A: I think one of the most underutilized treatments are GABA agonists for pruritus—pregabalin, for example. In randomized studies, pregabalin has been shown to be the most effective agent for patients suffering from uremic pruritus, an itching caused by chronic kidney disease. When the dermatology community was unsure about optimal management for the itching caused by immunotherapy, we looked to the pregabalin research. Unfortunately, many agents that have yielded success for conditions similar to immunotherapy side effects are off patent, or generic, so it is difficult to get industry-supported research data to see how well they work for this particular population of patients. Also promising are biologics, such as omalizumab, which is approved for hives. We have found it to be effective for the pruritus as well. Many biologics have been approved for psoriasis, and we use them in patients that have a psoriasis-type rash. Dupixent is another valuable biologic, approved for eczema in children as young as 6 years of age. So all these biologic drugs used in the non-cancer population are very effective for skin conditions in the cancer population as well.
Q: Are there any tips or pearls for oncologists who have not yet encountered dermatologic side effects from immunotherapy?
A: It is helpful to ask patients to take pictures of a rash when they first notice it so that they can send it to their oncologist, who can forward the pictures to a dermatologist.
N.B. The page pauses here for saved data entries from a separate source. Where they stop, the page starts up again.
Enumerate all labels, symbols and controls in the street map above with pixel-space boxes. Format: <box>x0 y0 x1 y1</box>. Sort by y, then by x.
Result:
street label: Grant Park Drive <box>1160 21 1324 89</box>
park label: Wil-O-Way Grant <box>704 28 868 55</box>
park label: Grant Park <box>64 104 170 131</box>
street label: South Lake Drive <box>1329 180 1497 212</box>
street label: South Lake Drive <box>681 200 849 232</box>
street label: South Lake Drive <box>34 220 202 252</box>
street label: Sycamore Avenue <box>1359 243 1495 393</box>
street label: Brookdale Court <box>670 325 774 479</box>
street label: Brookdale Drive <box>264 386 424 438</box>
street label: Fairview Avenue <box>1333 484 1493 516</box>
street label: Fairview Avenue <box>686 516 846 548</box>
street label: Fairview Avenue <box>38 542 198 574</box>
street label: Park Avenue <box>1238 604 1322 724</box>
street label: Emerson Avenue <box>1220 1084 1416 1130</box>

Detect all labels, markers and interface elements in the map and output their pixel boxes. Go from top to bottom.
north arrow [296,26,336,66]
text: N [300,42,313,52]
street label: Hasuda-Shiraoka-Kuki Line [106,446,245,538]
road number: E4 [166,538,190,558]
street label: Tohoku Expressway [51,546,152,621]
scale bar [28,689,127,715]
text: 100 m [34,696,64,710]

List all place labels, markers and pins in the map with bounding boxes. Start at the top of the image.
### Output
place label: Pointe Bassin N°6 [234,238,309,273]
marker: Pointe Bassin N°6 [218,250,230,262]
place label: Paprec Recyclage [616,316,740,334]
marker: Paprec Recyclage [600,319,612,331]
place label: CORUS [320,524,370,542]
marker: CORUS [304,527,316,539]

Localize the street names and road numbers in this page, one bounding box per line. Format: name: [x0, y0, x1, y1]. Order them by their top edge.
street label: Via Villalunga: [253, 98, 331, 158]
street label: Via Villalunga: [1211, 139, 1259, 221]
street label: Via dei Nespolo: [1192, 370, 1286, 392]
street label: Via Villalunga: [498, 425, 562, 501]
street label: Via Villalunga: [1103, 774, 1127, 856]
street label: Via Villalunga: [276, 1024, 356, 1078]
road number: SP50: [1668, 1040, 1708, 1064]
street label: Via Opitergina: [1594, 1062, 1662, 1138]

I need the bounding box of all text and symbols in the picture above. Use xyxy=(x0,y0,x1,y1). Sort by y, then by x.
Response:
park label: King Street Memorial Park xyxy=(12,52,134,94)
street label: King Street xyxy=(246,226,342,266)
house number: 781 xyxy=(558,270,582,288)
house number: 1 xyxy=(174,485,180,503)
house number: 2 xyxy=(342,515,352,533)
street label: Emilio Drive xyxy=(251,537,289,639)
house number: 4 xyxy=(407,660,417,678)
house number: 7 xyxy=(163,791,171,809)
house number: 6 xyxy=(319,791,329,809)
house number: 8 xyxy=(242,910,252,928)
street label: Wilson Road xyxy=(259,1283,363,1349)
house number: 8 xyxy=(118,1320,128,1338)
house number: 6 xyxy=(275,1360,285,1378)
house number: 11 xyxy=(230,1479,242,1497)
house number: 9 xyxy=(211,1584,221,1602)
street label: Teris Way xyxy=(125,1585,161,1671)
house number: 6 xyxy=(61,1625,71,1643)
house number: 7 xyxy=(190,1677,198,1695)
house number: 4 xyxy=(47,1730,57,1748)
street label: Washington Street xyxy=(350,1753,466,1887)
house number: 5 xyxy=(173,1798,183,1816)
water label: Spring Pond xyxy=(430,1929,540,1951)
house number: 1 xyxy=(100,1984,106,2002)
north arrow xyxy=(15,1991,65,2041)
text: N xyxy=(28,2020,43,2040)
The dermatologist can help assess the nature of the rash but also whether the patient should be seen immediately or deferred for a week or two.
I would say again that because most dermatologic conditions are not life-threatening but, unfortunately, a substantial number of lung cancers are, there is very rarely sufficient reason as to why a patient could not continue their immunotherapy when they have a skin reaction. So always consult with the dermatologist before deciding to stop an immunotherapy because of a skin disorder. If you are not convinced, consider consulting with another dermatologist who may be more familiar with these conditions, as not every dermatologist will have experience working with patients on immunotherapy.
In my opinion, oncologists are probably the specialists who have the most diverse knowledge in medicine; they have to understand not only cancer but every organ system because of the complex array of adverse events associated with cancer therapies. Because not every multidisciplinary team includes a dermatologist, oncologists would be ideally positioned to learn about the specialized medicines used to treat these disorders and implement them when necessary.
- 1. Phillips GS, Wu J, . Hellmann, MD, et al. Treatment Outcomes of Immune-Related Cutaneous Adverse Events. J Clin Oncol. 2019;37(30):2746-2758.
- 2. Barrios DM, Phillips GS, Geisler AN, et al. IgE blockade with omalizumab reduces pruritus related to immune checkpoint inhibitors and anti-HER2 therapies. Ann Oncol. 2021;32(6):736-745.